Activity:
Each line below that contains the word "Veluwse" is to be counted; give only the final number.

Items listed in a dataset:
****************************************
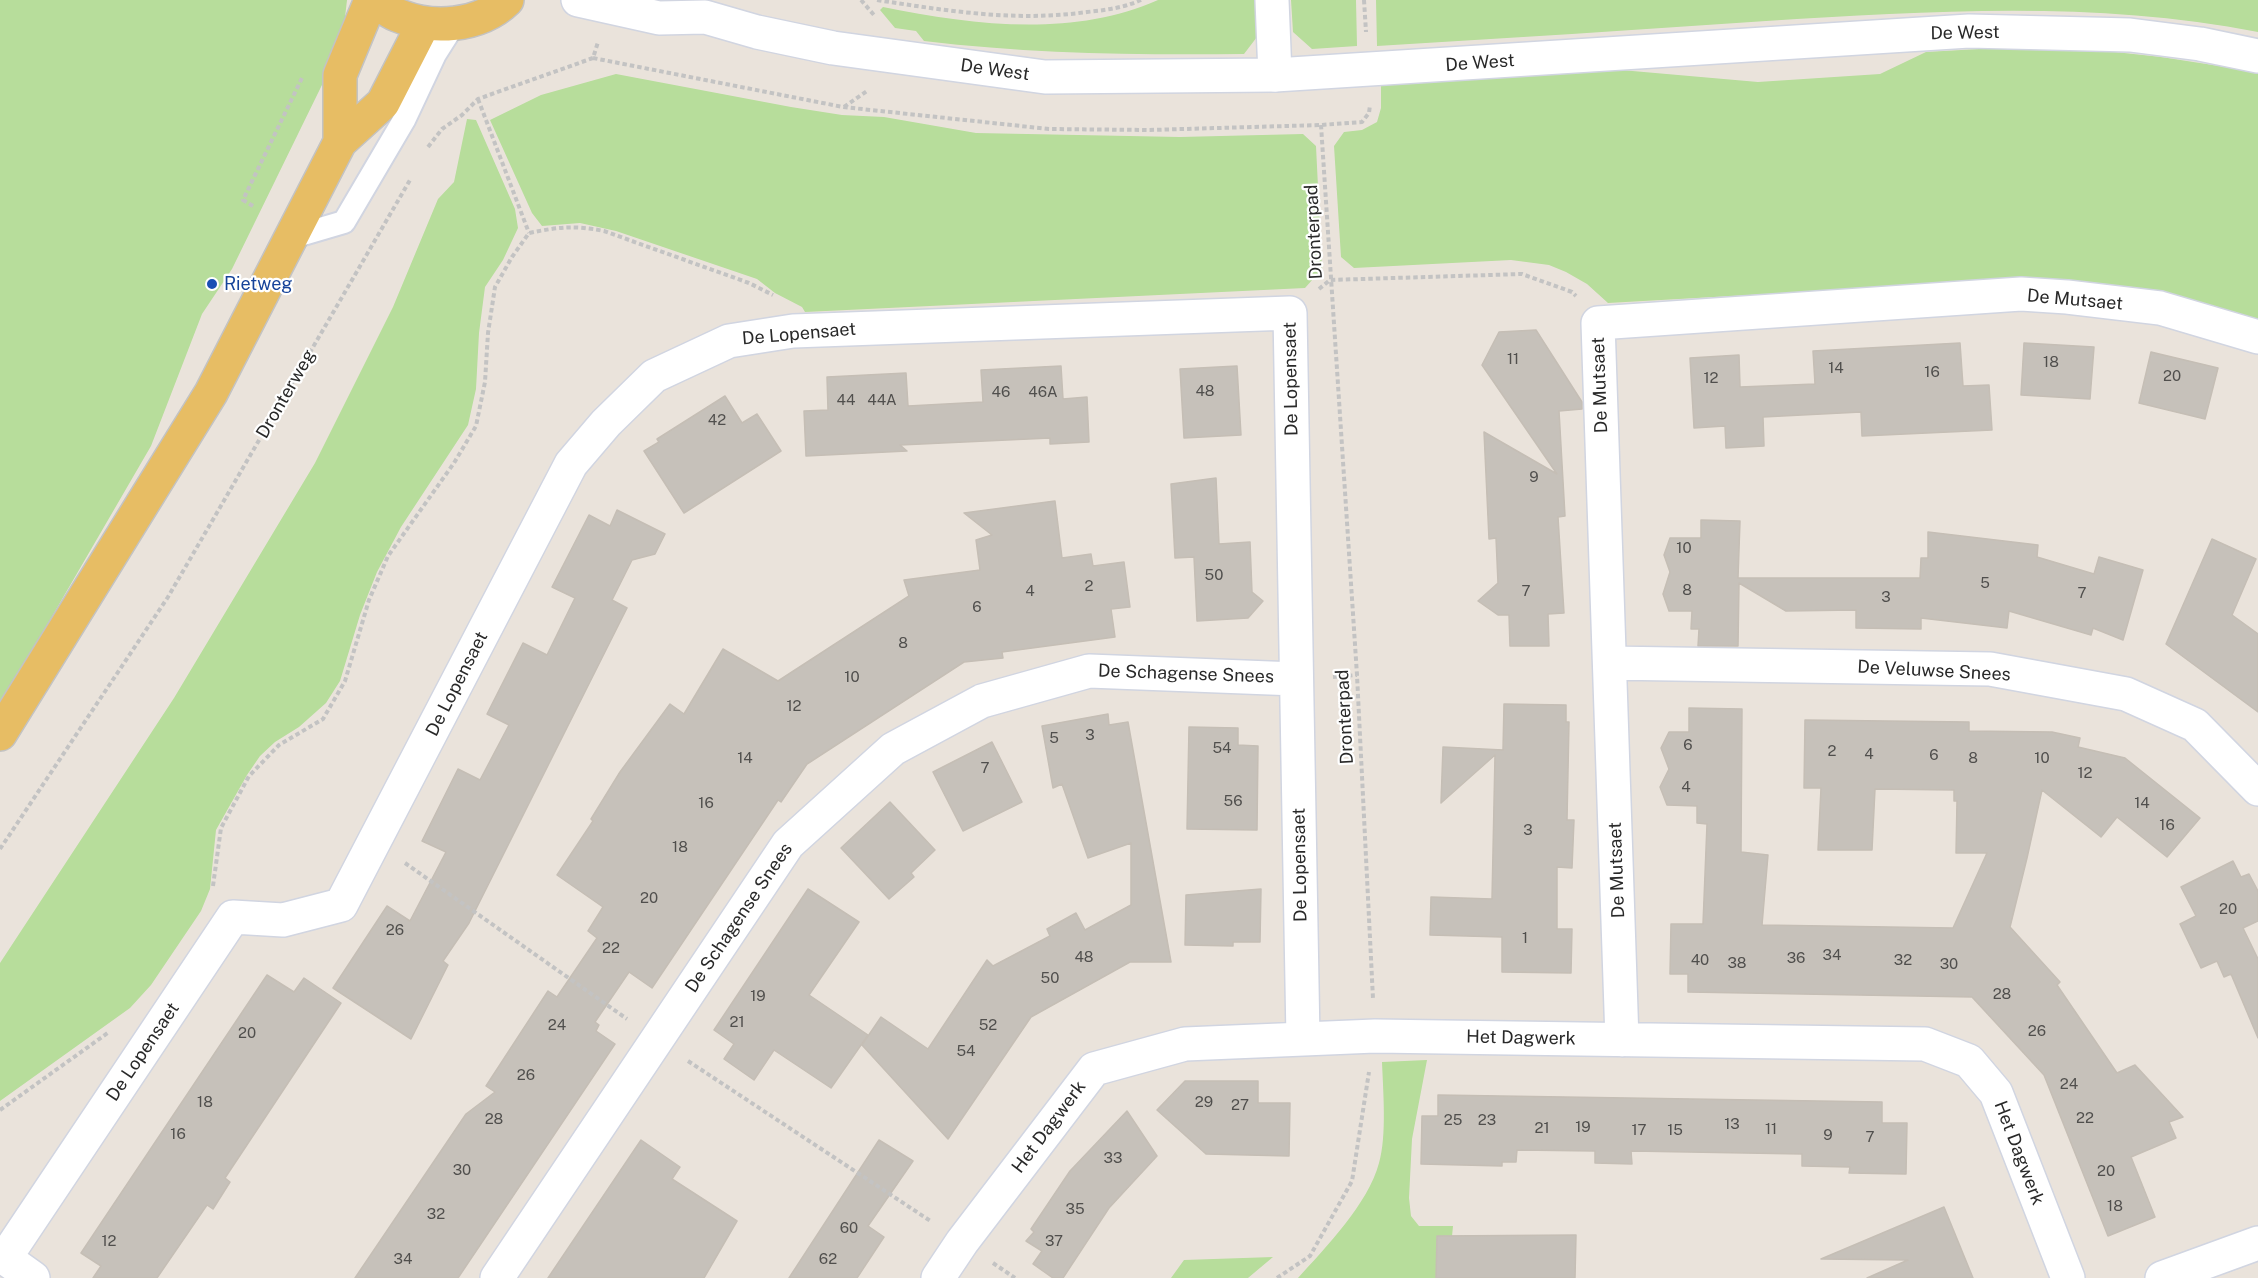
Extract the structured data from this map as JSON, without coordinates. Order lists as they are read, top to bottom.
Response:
{
  "streets": {
    "street": [
      "De West",
      "De Mutsaet",
      "De Lopensaet",
      "De Veluwse Snees",
      "De Schagense Snees",
      "Het Dagwerk"
    ],
    "path": ["Dronterpad", "Dronterweg"]
  },
  "crossings": [
    ["Dronterpad", "Het Dagwerk"],
    ["De Mutsaet", "De Veluwse Snees"],
    ["De Mutsaet", "Het Dagwerk"],
    ["De Lopensaet", "De Schagense Snees"],
    ["De Lopensaet", "Het Dagwerk"]
  ],
  "places": ["Rietweg"],
  "house_numbers": [
    "11",
    "18",
    "14",
    "16",
    "20",
    "12",
    "48",
    "46",
    "46A",
    "44",
    "44A",
    "42",
    "9",
    "10",
    "50",
    "5",
    "2",
    "8",
    "4",
    "7",
    "7",
    "3",
    "6",
    "8",
    "10",
    "12",
    "3",
    "5",
    "6",
    "54",
    "2",
    "4",
    "6",
    "14",
    "8",
    "10",
    "7",
    "12",
    "4",
    "56",
    "16",
    "14",
    "16",
    "3",
    "18",
    "20",
    "20",
    "26",
    "1",
    "22",
    "34",
    "48",
    "36",
    "40",
    "32",
    "38",
    "30",
    "50",
    "28",
    "19",
    "21",
    "24",
    "52",
    "26",
    "20",
    "54",
    "26",
    "24",
    "18",
    "29",
    "27",
    "22",
    "28",
    "25",
    "23",
    "13",
    "19",
    "21",
    "11",
    "17",
    "15",
    "16",
    "9",
    "7",
    "33",
    "30",
    "20",
    "18",
    "35",
    "32",
    "60",
    "12",
    "37",
    "34",
    "62"
  ]
}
****************************************
Response below:
2